======== Records for this exercise

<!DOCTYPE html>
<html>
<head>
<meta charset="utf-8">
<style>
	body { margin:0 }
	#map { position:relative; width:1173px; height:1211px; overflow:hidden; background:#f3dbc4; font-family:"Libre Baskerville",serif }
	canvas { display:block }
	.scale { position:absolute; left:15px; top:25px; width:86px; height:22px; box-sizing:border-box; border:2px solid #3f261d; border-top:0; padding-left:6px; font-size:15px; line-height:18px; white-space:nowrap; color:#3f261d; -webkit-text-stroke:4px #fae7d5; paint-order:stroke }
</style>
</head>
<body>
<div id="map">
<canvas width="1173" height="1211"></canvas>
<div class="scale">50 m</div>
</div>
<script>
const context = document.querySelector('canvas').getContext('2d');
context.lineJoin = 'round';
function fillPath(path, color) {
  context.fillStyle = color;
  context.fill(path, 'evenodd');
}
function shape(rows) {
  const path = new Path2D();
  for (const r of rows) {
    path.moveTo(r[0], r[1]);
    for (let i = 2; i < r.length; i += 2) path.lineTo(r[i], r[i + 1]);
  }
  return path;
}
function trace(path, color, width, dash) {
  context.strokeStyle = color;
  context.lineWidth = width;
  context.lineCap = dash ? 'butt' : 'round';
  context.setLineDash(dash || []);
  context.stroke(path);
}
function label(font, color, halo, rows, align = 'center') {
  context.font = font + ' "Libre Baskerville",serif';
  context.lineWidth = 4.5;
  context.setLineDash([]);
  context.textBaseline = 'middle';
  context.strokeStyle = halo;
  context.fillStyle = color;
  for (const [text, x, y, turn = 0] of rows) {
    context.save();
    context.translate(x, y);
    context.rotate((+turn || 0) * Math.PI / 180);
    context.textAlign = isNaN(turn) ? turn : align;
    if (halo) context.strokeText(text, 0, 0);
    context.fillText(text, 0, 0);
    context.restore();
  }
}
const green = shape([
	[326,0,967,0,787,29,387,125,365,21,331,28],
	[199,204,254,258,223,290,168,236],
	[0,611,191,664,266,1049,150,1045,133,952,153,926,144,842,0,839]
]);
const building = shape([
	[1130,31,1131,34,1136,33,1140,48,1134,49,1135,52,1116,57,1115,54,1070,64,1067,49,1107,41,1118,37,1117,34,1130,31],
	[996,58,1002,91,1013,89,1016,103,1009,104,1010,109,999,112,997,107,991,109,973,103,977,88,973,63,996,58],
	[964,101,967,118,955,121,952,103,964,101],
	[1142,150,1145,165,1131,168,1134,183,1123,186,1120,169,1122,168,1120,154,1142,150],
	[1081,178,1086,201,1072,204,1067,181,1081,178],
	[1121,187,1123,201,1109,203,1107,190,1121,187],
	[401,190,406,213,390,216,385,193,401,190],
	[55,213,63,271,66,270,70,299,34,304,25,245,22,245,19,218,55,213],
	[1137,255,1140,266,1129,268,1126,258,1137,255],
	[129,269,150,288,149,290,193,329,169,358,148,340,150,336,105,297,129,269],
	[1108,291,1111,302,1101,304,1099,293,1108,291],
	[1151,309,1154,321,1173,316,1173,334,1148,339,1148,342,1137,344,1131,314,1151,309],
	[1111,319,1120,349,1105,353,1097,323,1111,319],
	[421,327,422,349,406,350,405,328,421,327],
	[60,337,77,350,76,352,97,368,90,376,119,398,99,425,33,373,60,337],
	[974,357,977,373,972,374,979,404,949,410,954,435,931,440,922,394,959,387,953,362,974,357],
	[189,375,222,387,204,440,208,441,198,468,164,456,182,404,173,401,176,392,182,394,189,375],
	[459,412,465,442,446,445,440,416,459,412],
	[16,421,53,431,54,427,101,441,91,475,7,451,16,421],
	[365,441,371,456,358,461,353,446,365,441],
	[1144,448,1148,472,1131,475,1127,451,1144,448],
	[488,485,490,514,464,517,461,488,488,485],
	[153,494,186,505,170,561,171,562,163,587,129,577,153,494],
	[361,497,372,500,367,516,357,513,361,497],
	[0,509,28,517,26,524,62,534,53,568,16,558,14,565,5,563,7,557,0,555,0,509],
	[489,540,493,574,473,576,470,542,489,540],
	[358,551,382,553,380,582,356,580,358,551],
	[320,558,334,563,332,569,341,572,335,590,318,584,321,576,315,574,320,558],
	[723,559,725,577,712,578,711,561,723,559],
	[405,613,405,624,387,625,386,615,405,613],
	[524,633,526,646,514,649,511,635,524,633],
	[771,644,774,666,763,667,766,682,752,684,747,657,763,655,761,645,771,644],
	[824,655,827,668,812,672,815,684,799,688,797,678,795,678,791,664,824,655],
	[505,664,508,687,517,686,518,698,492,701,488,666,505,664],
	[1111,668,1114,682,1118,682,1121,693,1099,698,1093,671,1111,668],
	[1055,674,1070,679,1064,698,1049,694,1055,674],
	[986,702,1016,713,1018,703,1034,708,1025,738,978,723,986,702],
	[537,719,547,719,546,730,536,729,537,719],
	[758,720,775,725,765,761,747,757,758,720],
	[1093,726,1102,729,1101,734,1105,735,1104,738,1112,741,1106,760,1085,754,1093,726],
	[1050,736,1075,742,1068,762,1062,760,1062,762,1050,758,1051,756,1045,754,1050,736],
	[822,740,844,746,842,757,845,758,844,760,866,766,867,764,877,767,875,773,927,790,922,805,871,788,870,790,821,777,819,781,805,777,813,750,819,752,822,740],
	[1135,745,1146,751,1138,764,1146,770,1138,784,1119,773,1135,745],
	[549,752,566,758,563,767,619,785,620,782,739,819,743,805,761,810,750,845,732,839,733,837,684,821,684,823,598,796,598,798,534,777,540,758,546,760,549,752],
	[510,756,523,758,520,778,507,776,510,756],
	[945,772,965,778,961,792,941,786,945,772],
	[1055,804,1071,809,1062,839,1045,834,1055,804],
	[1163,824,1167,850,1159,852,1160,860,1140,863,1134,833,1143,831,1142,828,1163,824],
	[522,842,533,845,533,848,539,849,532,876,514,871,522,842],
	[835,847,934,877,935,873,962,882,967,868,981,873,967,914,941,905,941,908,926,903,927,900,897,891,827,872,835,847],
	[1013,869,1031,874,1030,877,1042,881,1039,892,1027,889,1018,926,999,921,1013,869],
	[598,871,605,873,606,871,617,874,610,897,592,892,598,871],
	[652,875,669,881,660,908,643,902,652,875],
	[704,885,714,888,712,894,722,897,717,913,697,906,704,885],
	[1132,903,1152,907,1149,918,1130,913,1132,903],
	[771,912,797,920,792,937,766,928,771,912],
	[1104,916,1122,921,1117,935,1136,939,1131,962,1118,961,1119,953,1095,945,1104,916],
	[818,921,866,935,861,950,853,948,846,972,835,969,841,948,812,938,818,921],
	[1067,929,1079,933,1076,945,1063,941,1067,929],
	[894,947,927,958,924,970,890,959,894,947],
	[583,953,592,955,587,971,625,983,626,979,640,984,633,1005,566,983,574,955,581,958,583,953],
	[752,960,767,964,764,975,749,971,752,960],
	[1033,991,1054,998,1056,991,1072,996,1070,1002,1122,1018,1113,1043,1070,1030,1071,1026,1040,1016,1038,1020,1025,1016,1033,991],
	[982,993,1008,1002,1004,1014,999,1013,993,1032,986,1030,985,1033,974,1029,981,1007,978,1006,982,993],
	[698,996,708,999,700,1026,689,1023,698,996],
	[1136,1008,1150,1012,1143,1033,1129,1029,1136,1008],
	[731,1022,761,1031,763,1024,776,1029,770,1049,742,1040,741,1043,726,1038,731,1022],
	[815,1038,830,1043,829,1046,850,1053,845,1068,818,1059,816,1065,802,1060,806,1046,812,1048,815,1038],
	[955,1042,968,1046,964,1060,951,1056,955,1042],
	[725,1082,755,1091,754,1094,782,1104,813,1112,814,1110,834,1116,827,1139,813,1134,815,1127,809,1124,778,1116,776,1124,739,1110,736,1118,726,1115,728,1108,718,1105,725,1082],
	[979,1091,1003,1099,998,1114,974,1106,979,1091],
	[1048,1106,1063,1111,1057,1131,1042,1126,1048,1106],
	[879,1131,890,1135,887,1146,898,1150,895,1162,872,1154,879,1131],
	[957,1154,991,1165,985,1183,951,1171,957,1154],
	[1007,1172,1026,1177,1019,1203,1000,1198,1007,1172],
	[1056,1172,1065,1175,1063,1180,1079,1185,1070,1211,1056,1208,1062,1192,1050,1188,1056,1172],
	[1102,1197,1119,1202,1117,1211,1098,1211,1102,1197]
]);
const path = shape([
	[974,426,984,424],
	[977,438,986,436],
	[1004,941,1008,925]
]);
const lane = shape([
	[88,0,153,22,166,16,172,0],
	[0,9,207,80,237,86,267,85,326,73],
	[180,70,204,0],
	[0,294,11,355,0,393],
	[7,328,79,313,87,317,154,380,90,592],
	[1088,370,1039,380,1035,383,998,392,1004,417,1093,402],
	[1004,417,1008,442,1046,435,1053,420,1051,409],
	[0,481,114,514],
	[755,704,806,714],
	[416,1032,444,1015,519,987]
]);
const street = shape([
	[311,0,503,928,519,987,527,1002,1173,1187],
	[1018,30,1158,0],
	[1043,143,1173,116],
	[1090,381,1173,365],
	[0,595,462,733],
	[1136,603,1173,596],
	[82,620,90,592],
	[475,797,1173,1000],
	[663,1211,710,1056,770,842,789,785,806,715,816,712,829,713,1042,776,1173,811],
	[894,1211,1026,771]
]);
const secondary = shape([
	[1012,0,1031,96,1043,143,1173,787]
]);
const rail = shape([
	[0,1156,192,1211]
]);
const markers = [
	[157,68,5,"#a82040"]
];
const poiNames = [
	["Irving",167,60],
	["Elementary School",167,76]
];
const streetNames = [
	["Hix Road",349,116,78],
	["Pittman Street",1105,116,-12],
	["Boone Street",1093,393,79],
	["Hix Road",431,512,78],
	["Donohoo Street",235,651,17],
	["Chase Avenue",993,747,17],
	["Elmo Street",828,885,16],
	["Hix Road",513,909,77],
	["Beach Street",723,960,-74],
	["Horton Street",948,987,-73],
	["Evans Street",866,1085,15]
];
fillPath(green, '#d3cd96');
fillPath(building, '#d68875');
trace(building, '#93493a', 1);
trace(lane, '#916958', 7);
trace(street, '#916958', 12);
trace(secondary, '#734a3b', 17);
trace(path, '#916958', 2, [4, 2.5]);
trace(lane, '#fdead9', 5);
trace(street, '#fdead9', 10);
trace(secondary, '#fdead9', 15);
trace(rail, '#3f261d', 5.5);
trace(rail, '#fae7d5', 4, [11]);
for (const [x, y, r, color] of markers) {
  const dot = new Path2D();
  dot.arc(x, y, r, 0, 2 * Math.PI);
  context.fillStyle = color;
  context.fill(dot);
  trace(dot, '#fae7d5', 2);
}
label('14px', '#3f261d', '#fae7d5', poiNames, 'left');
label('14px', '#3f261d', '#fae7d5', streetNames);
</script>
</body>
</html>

================

Task directions: When a line contains the string "Math", count that line; once every line of the records has been checked, state the count alone.

Output of the exercise: 2